• **Saved entries**
┌────────

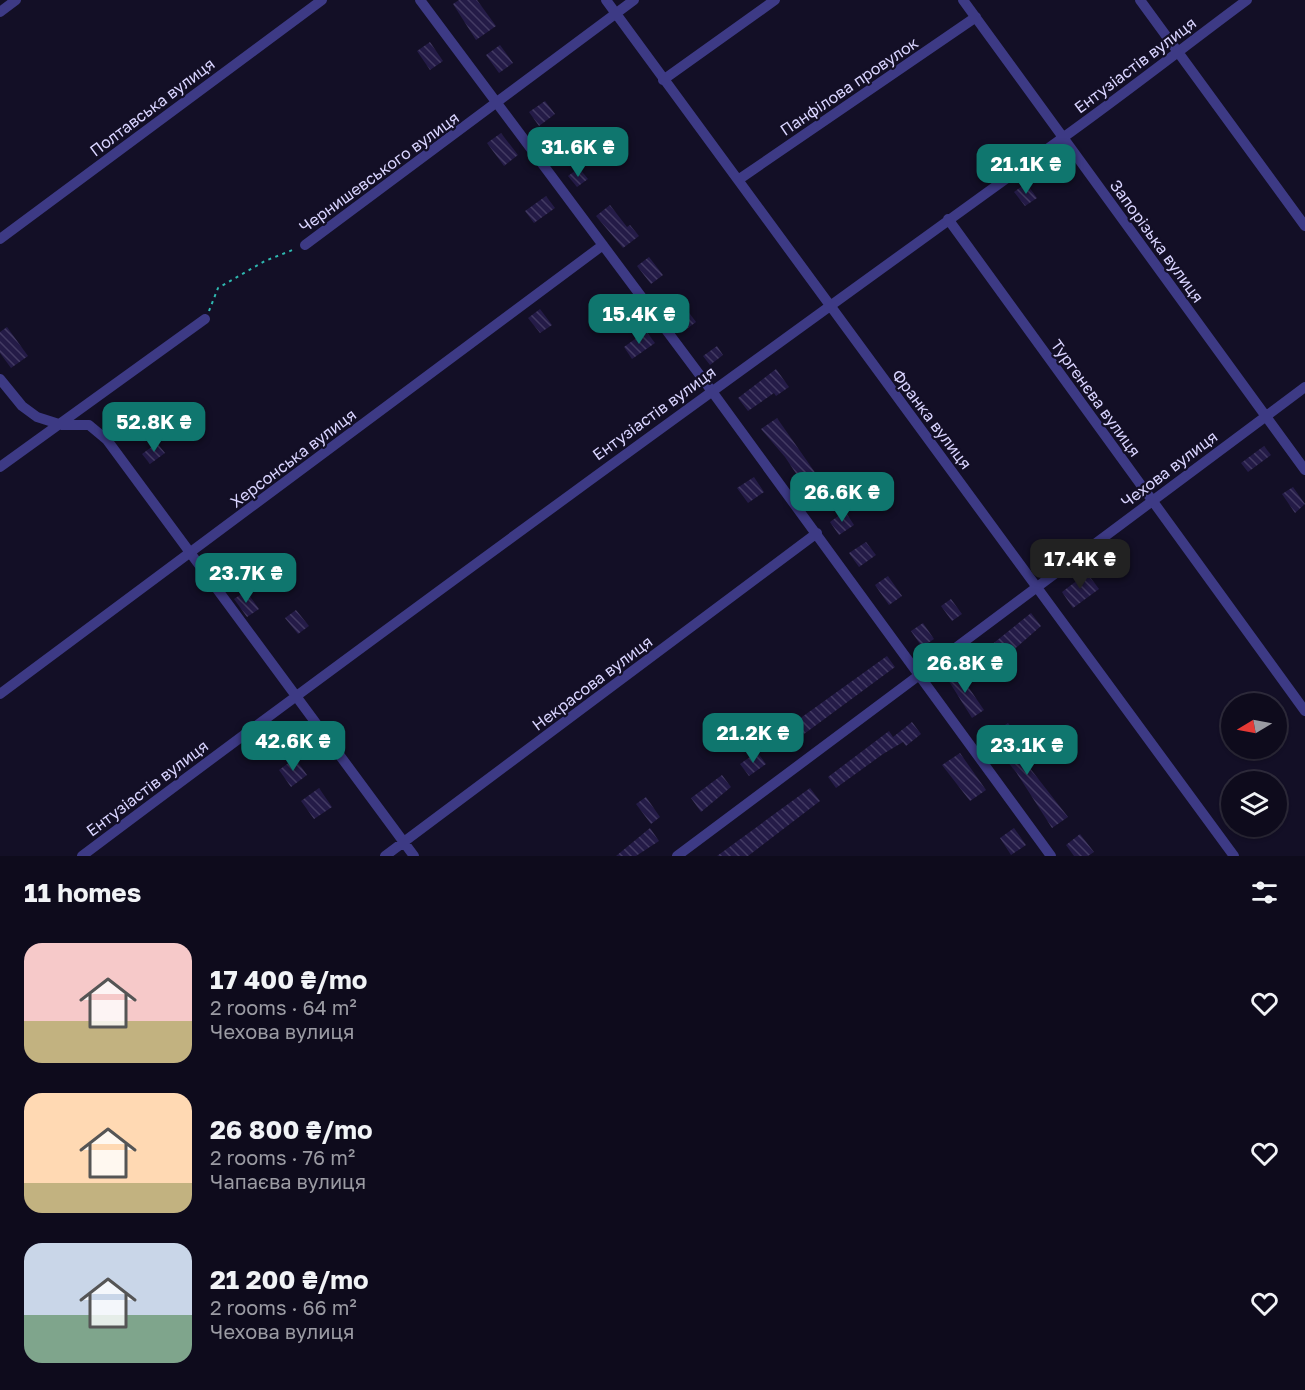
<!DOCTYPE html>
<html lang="en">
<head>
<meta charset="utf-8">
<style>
	:root { --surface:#0e0b1c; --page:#171425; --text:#f1f3f6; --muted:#9b9ba3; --line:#2e2b3b; --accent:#0f766e }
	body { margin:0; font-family:"Golos Text",sans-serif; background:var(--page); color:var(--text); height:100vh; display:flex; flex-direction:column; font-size:22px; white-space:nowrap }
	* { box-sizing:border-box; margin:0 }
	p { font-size:20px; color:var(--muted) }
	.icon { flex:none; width:33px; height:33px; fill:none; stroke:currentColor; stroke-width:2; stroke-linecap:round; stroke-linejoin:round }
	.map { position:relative; height:856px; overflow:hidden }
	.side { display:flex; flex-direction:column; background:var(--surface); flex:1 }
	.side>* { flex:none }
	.needle { width:39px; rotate:260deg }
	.tools { position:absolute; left:1221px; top:693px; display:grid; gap:12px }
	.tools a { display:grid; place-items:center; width:66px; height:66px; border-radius:50%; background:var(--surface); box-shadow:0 2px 4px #0004,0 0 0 2px var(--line); font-size:30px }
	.price { position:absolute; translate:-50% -51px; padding:0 14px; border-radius:12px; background:var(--accent); color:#fff; font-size:20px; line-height:39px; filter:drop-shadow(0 2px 3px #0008) }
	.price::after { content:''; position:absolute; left:50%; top:36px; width:18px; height:14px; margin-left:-9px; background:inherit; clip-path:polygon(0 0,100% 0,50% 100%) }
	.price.current { background:#222; color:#fff }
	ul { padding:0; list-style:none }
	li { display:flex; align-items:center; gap:18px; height:150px; padding:0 24px }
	li span { display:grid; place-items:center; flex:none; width:168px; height:120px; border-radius:18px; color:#555 }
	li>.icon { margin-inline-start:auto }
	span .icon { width:72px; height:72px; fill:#fffc; stroke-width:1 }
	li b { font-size:26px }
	h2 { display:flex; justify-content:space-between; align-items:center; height:72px; padding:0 24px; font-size:26px }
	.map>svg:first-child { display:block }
	.building { fill:url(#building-back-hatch) }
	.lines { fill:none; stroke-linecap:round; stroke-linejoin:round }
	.path { stroke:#2fb8b0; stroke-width:2; stroke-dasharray:3 4.5; stroke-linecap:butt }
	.minor { stroke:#3d3a85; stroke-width:10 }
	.labels { text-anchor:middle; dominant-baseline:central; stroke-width:4.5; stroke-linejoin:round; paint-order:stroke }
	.street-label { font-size:16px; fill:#d9d4ff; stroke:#130f26 }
</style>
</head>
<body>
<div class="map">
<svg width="1305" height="856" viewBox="0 0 1305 856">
	<defs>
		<pattern id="building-back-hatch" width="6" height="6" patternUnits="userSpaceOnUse" patternTransform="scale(1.5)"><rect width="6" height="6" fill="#241b47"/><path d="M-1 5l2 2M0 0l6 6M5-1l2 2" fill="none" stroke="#433b63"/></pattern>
	</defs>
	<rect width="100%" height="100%" fill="#130f26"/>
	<path class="building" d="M 459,0 L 477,0 L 496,26 L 476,40 L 453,4 Z
		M 430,42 L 443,61 L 430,70 L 417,51 Z
		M 500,45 L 513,63 L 499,73 L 486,55 Z
		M 545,101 L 555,114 L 539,126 L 529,112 Z
		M 501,133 L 518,155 L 504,166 L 487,143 Z
		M 566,143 L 573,152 L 559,163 L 552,153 Z
		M 579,168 L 588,179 L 577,187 L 568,176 Z
		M 1026,183 L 1037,198 L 1025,206 L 1014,192 Z
		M 546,196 L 555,208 L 534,223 L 525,211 Z
		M 610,205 L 627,227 L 630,225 L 639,236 L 623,248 L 596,216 Z
		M 649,257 L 663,275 L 651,284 L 637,266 Z
		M 684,306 L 696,322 L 684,331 L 672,315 Z
		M 540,309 L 552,325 L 540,333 L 528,318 Z
		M 7,327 L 28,356 L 11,368 L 0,353 L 0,332 Z
		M 646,331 L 655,343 L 632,359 L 624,347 Z
		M 717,346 L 723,355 L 710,365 L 703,356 Z
		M 776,369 L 789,387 L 776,396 L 774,393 L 748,411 L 738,398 Z
		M 777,418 L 821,481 L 827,477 L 837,492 L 817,505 L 785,457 L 761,429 Z
		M 157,443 L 165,453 L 150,464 L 142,454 Z
		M 1264,446 L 1271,455 L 1248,472 L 1241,463 Z
		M 754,477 L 764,492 L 748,503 L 737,488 Z
		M 1293,487 L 1305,504 L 1295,513 L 1282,494 Z
		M 845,511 L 854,525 L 839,535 L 830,522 Z
		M 866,542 L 876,555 L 859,567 L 849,553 Z
		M 1087,573 L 1099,589 L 1073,608 L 1062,592 Z
		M 888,576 L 902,596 L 889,605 L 875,585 Z
		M 246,591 L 259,609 L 247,617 L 234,599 Z
		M 951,599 L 962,614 L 952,621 L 941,606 Z
		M 296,610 L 309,626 L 298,634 L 285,618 Z
		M 1031,613 L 1041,626 L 1002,660 L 990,646 Z
		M 923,623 L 934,639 L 922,647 L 911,631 Z
		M 887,656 L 895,667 L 804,734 L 795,722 Z
		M 956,669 L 984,710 L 972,718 L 945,675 Z
		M 912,722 L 921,734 L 906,746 L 903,742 L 883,754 L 836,788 L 828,777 L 889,731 L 893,737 Z
		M 1008,723 L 1016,734 L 1008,740 L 1068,817 L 1052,828 L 1016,772 L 987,737 Z
		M 757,752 L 766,764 L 749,776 L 740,764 Z
		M 960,753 L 986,790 L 970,801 L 942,765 Z
		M 295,758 L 307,775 L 291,787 L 279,770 Z
		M 722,775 L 731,787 L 701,812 L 691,798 Z
		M 319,788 L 332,807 L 314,819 L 301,801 Z
		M 810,788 L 820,801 L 748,856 L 717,856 Z
		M 646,797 L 660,817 L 651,824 L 636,804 Z
		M 650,828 L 659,841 L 636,856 L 616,856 Z
		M 1014,828 L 1026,845 L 1011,855 L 1000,838 Z
		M 1080,834 L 1094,852 L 1088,856 L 1074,856 L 1066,845 Z"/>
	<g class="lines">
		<path class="path" d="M 209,311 L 218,288 L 265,261 L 295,249"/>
		<path class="minor" d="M 420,0 L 711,390 L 1051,856
			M 606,0 L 1234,856
			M 963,0 L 1305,470
			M 1140,0 L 1305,226
			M 0,12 L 16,0
			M 663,80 L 775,0
			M 738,180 L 976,17
			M 948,219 L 1305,711
			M 0,239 L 322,0
			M 305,245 L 634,0
			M 0,379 L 22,406 L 37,417 L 62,425 L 89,425 L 107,440 L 414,856
			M 0,467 L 205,319
			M 0,694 L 603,245
			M 82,856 C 405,613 733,376 1061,139 C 1124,94 1185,46 1247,0
			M 385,856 L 817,533
			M 677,856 L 1305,387"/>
	</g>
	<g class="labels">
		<g class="street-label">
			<text transform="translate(1135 65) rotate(-37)">Ентузіастів вулиця</text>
			<text transform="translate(849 86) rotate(-34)">Панфілова провулок</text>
			<text transform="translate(152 107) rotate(-37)">Полтавська вулиця</text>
			<text transform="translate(379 172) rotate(-36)">Чернишевського вулиця</text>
			<text transform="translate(1157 241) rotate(54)">Запорізька вулиця</text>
			<text transform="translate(1096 398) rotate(54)">Тургенєва вулиця</text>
			<text transform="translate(654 413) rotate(-36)">Ентузіастів вулиця</text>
			<text transform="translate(932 419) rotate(53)">Франка вулиця</text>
			<text transform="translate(293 458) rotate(-37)">Херсонська вулиця</text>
			<text transform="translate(1169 469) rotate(-37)">Чехова вулиця</text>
			<text transform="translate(592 683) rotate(-37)">Некрасова вулиця</text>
			<text transform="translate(147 788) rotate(-37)">Ентузіастів вулиця</text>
		</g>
	</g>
</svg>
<div class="tools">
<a><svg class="needle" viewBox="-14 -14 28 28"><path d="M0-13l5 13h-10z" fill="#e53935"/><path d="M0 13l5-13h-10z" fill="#9b9ba3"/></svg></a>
<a><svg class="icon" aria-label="layers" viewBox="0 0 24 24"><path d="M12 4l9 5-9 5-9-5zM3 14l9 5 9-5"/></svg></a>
</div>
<b class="price" style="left:578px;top:178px">31.6K ₴</b>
<b class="price" style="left:1026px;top:195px">21.1K ₴</b>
<b class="price" style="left:639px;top:345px">15.4K ₴</b>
<b class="price" style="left:154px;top:453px">52.8K ₴</b>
<b class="price" style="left:842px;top:523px">26.6K ₴</b>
<b class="price current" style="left:1080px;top:590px">17.4K ₴</b>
<b class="price" style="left:246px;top:604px">23.7K ₴</b>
<b class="price" style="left:965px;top:694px">26.8K ₴</b>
<b class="price" style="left:753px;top:764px">21.2K ₴</b>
<b class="price" style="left:293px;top:772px">42.6K ₴</b>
<b class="price" style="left:1027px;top:776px">23.1K ₴</b>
</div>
<section class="side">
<h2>11 homes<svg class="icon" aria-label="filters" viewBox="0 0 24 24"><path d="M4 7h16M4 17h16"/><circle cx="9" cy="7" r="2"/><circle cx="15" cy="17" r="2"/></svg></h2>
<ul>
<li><span style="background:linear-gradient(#f6c9c9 65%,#c2b280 0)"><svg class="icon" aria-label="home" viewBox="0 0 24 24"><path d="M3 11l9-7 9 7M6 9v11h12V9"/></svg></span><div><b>17 400 ₴/mo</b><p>2 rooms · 64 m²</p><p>Чехова вулиця</p></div><svg class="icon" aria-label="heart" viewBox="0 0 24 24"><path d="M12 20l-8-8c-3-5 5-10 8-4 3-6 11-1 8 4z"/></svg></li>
<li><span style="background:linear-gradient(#ffd9b3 75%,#c2b280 0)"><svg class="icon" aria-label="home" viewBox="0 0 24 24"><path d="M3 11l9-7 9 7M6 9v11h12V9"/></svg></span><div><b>26 800 ₴/mo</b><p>2 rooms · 76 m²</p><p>Чапаєва вулиця</p></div><svg class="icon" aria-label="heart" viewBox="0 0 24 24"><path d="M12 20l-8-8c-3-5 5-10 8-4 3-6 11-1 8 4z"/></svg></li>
<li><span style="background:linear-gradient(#c9d6e8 60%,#7fa58c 0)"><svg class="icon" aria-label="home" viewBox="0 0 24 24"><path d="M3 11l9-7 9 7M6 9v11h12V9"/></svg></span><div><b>21 200 ₴/mo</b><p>2 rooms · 66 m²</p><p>Чехова вулиця</p></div><svg class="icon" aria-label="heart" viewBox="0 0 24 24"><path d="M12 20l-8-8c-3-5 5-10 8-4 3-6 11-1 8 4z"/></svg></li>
</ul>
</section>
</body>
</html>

└────────

• **THE TASK**
Start at the top of the entries and repeat each line exactly, ending at the line that contains "width:72px; height:72px; fill:#fffc;". Pictures are not part of the copy.

• **SOLUTION FOR THIS PROBLEM**
<!DOCTYPE html>
<html lang="en">
<head>
<meta charset="utf-8">
<style>
	:root { --surface:#0e0b1c; --page:#171425; --text:#f1f3f6; --muted:#9b9ba3; --line:#2e2b3b; --accent:#0f766e }
	body { margin:0; font-family:"Golos Text",sans-serif; background:var(--page); color:var(--text); height:100vh; display:flex; flex-direction:column; font-size:22px; white-space:nowrap }
	* { box-sizing:border-box; margin:0 }
	p { font-size:20px; color:var(--muted) }
	.icon { flex:none; width:33px; height:33px; fill:none; stroke:currentColor; stroke-width:2; stroke-linecap:round; stroke-linejoin:round }
	.map { position:relative; height:856px; overflow:hidden }
	.side { display:flex; flex-direction:column; background:var(--surface); flex:1 }
	.side>* { flex:none }
	.needle { width:39px; rotate:260deg }
	.tools { position:absolute; left:1221px; top:693px; display:grid; gap:12px }
	.tools a { display:grid; place-items:center; width:66px; height:66px; border-radius:50%; background:var(--surface); box-shadow:0 2px 4px #0004,0 0 0 2px var(--line); font-size:30px }
	.price { position:absolute; translate:-50% -51px; padding:0 14px; border-radius:12px; background:var(--accent); color:#fff; font-size:20px; line-height:39px; filter:drop-shadow(0 2px 3px #0008) }
	.price::after { content:''; position:absolute; left:50%; top:36px; width:18px; height:14px; margin-left:-9px; background:inherit; clip-path:polygon(0 0,100% 0,50% 100%) }
	.price.current { background:#222; color:#fff }
	ul { padding:0; list-style:none }
	li { display:flex; align-items:center; gap:18px; height:150px; padding:0 24px }
	li span { display:grid; place-items:center; flex:none; width:168px; height:120px; border-radius:18px; color:#555 }
	li>.icon { margin-inline-start:auto }
	span .icon { width:72px; height:72px; fill:#fffc; stroke-width:1 }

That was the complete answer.